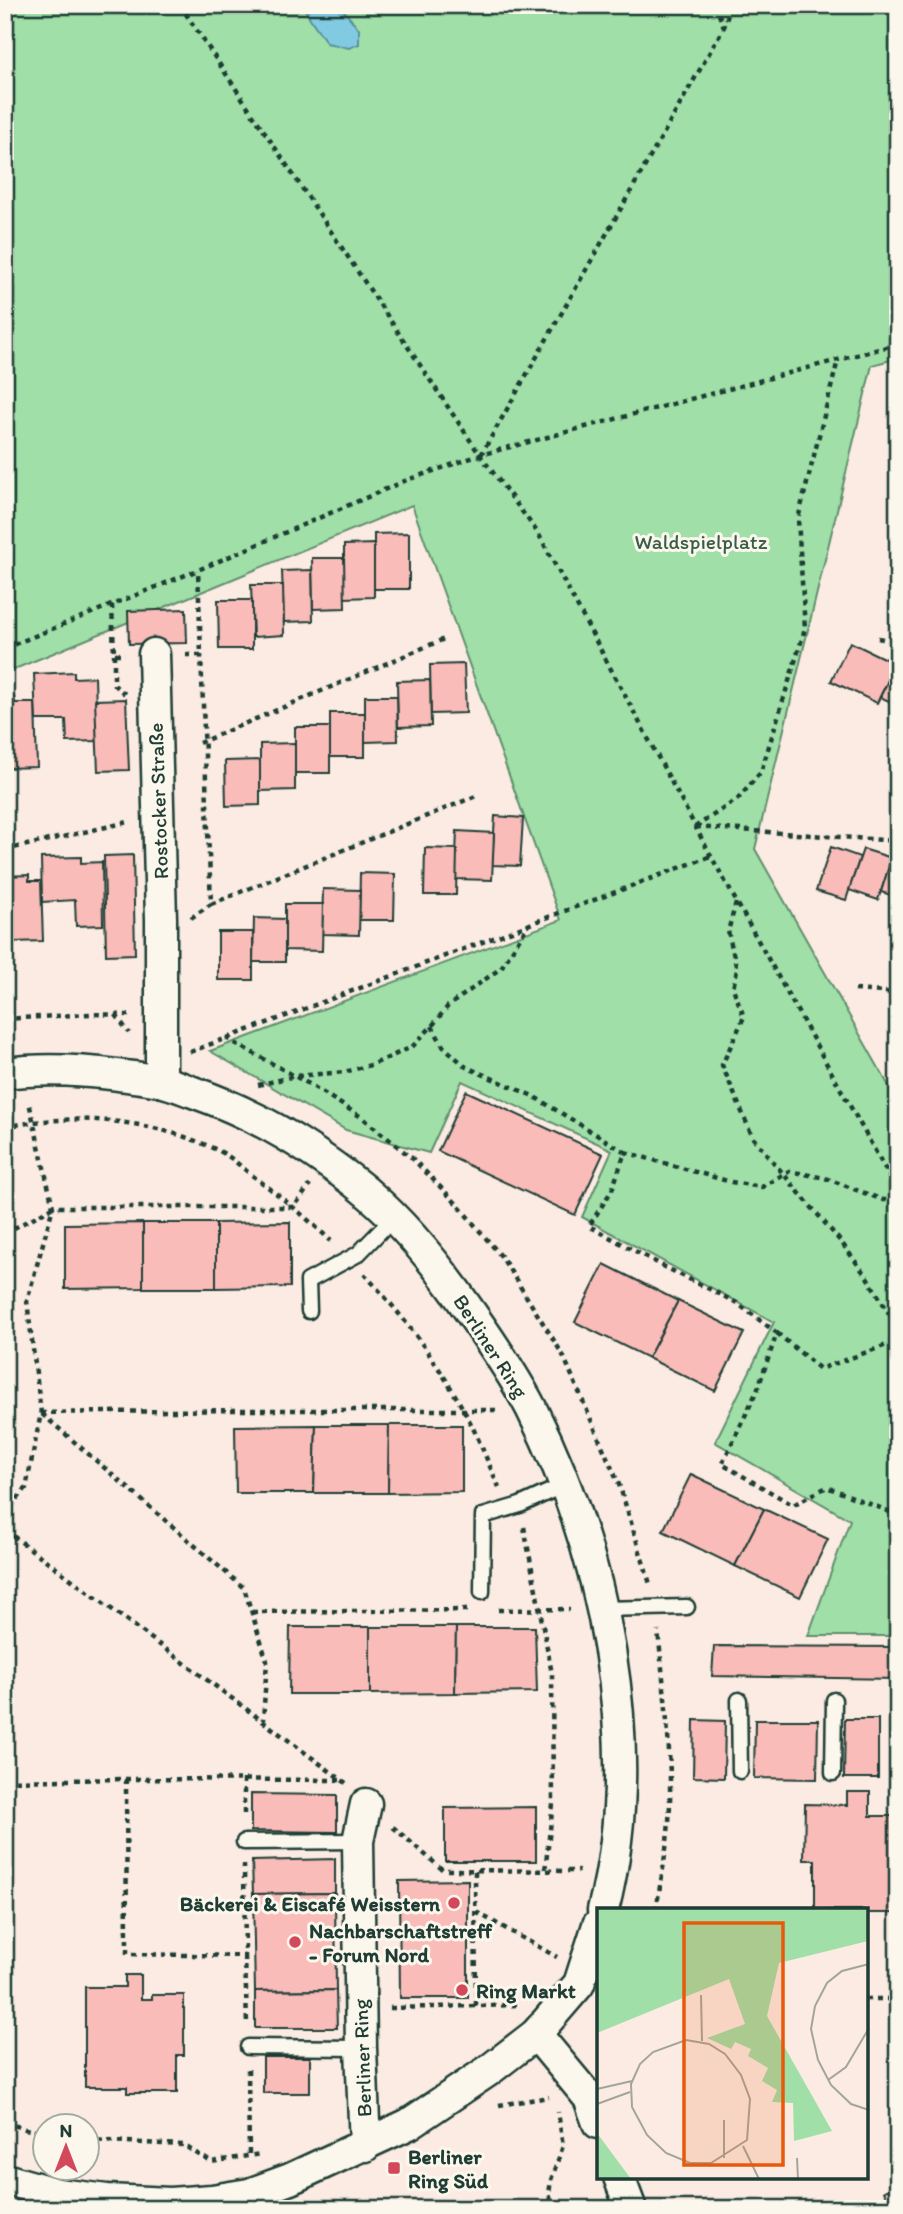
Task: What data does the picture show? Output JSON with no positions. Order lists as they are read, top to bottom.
{
  "streets": {
    "street": ["Rostocker Straße", "Berliner Ring"]
  },
  "crossings": [
    ["Rostocker Straße", "Berliner Ring"]
  ],
  "parks": ["Waldspielplatz"],
  "places": {
    "other": ["Bäckerei & Eiscafé Weisstern", "Nachbarschaftstreff - Forum Nord", "Ring Markt"],
    "transit": ["Berliner Ring Süd"]
  },
  "north": "top"
}
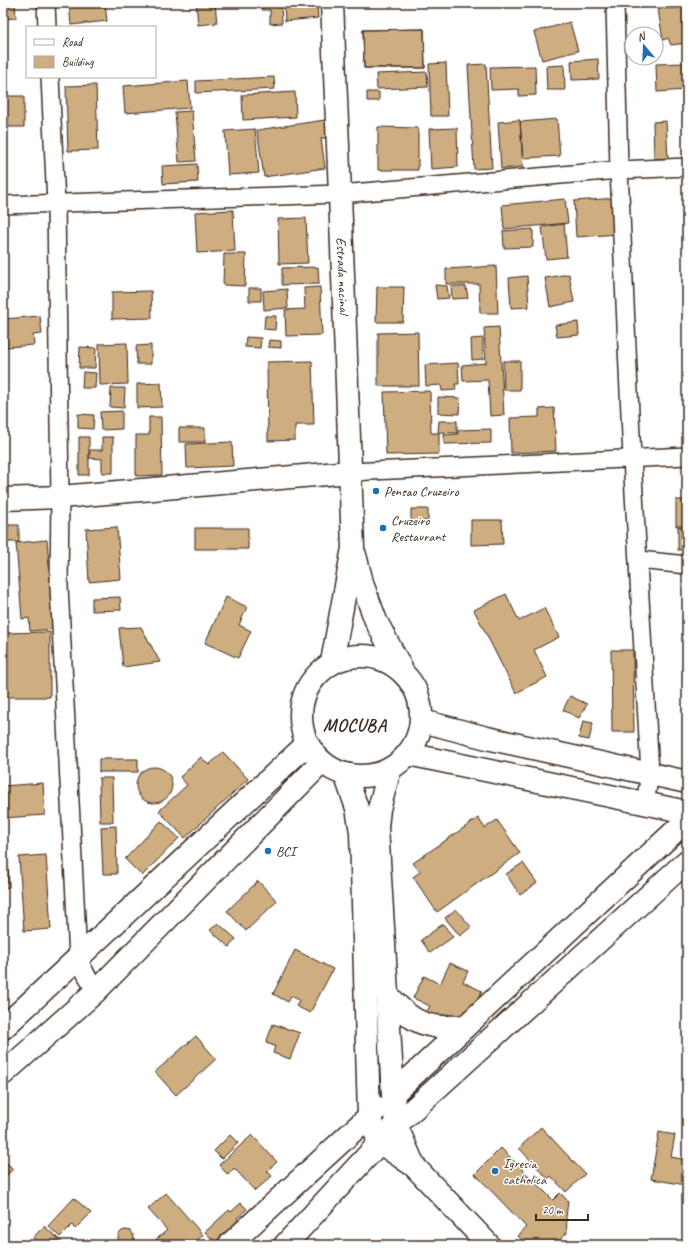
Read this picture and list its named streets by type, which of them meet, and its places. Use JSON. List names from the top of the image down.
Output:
{
  "streets": {
    "main road": ["Estrada nacinal"]
  },
  "districts": ["MOCUBA"],
  "places": [
    "Pensao Cruzeiro",
    "Cruzeiro Restaurant",
    "BCI",
    "Igresia catholica"
  ],
  "legend": ["Road", "Building"],
  "scale_bar": "20 m",
  "north": "top"
}
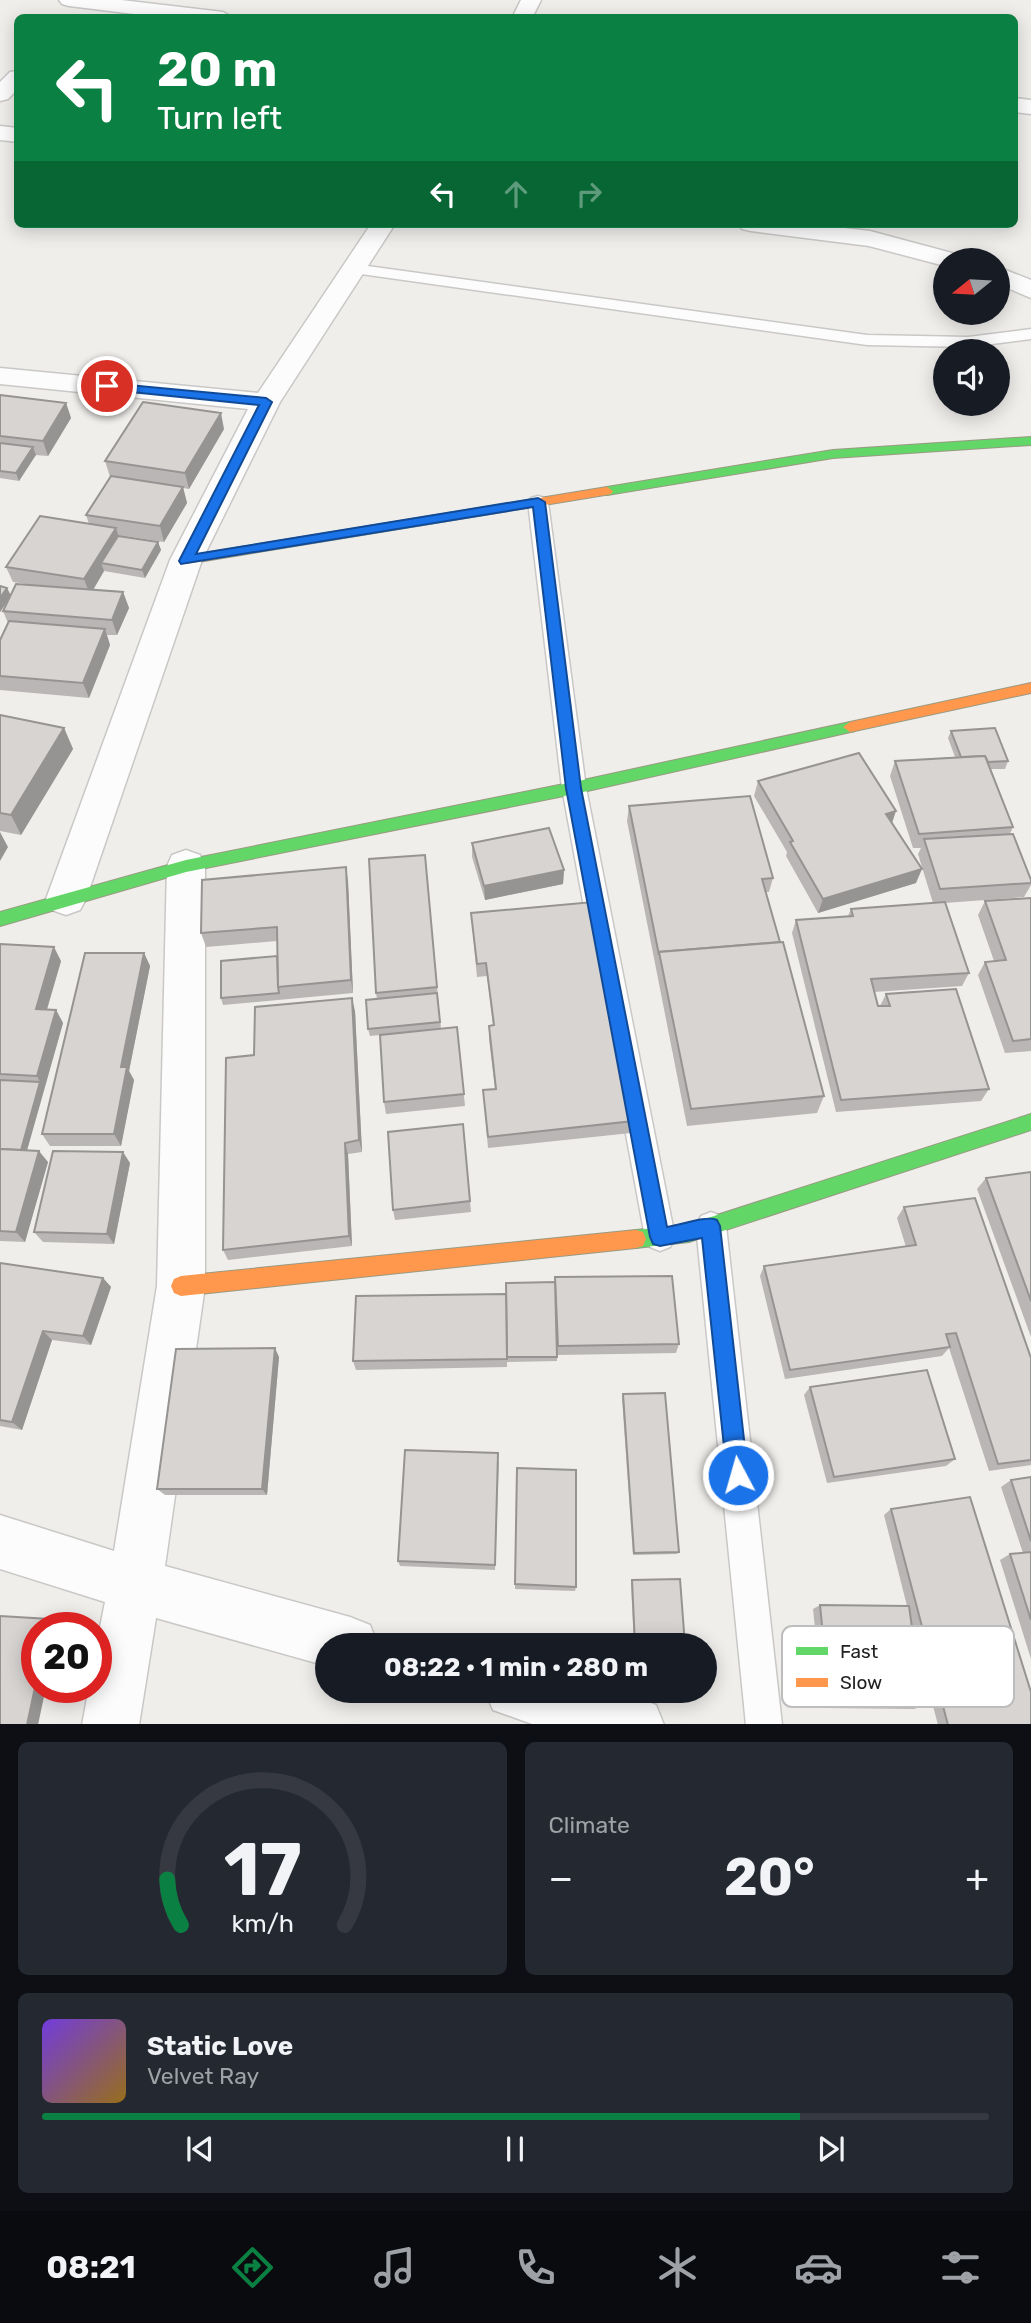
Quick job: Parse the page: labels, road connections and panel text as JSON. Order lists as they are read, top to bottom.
{
  "legend": ["Fast", "Slow"],
  "north": "left",
  "page": {
    "turn": ["20 m", "Turn left"],
    "limit": "20",
    "trip": "08:22 · 1 min · 280 m",
    "tile": "Climate",
    "heat": ["−", "20°", "+"],
    "song": ["Static Love", "Velvet Ray"],
    "tabs": "08:21",
    "gauge": ["17", "km/h"]
  }
}
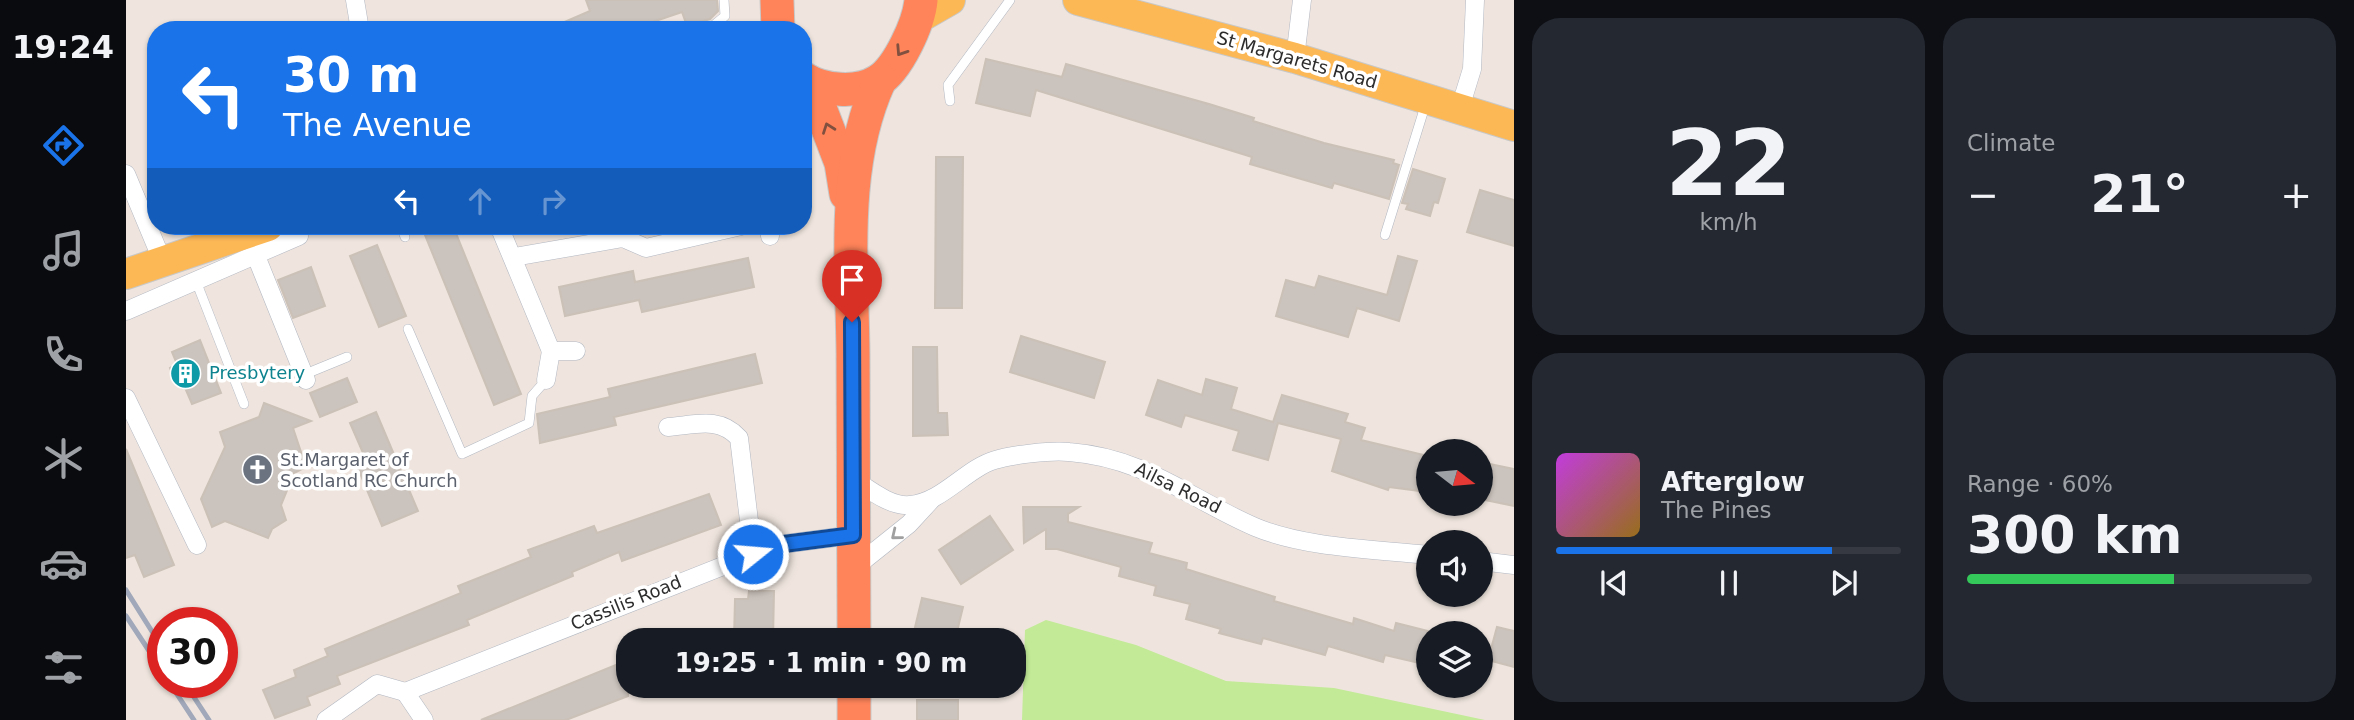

____________________

ASSIGNED TASK:
Retype each of the entries above exactly as it appears, with no pictures.

EXERCISE OUTPUT:
Task: What data does the picture show? Output JSON with no positions. Order lists as they are read, top to bottom.
{
  "streets": {
    "street": ["Rostocker Straße", "Berliner Ring"]
  },
  "crossings": [
    ["Rostocker Straße", "Berliner Ring"]
  ],
  "parks": ["Waldspielplatz"],
  "places": {
    "other": ["Bäckerei & Eiscafé Weisstern", "Nachbarschaftstreff - Forum Nord", "Ring Markt"],
    "transit": ["Berliner Ring Süd"]
  },
  "north": "top"
}
Read this picture and list its named streets by type, which of them meet, and its places. Use JSON. List names from the top of the image down.
Output:
{
  "streets": {
    "main road": ["Estrada nacinal"]
  },
  "districts": ["MOCUBA"],
  "places": [
    "Pensao Cruzeiro",
    "Cruzeiro Restaurant",
    "BCI",
    "Igresia catholica"
  ],
  "legend": ["Road", "Building"],
  "scale_bar": "20 m",
  "north": "top"
}
Quick job: Parse the page: labels, road connections and panel text as JSON. Order lists as they are read, top to bottom.
{
  "legend": ["Fast", "Slow"],
  "north": "left",
  "page": {
    "turn": ["20 m", "Turn left"],
    "limit": "20",
    "trip": "08:22 · 1 min · 280 m",
    "tile": "Climate",
    "heat": ["−", "20°", "+"],
    "song": ["Static Love", "Velvet Ray"],
    "tabs": "08:21",
    "gauge": ["17", "km/h"]
  }
}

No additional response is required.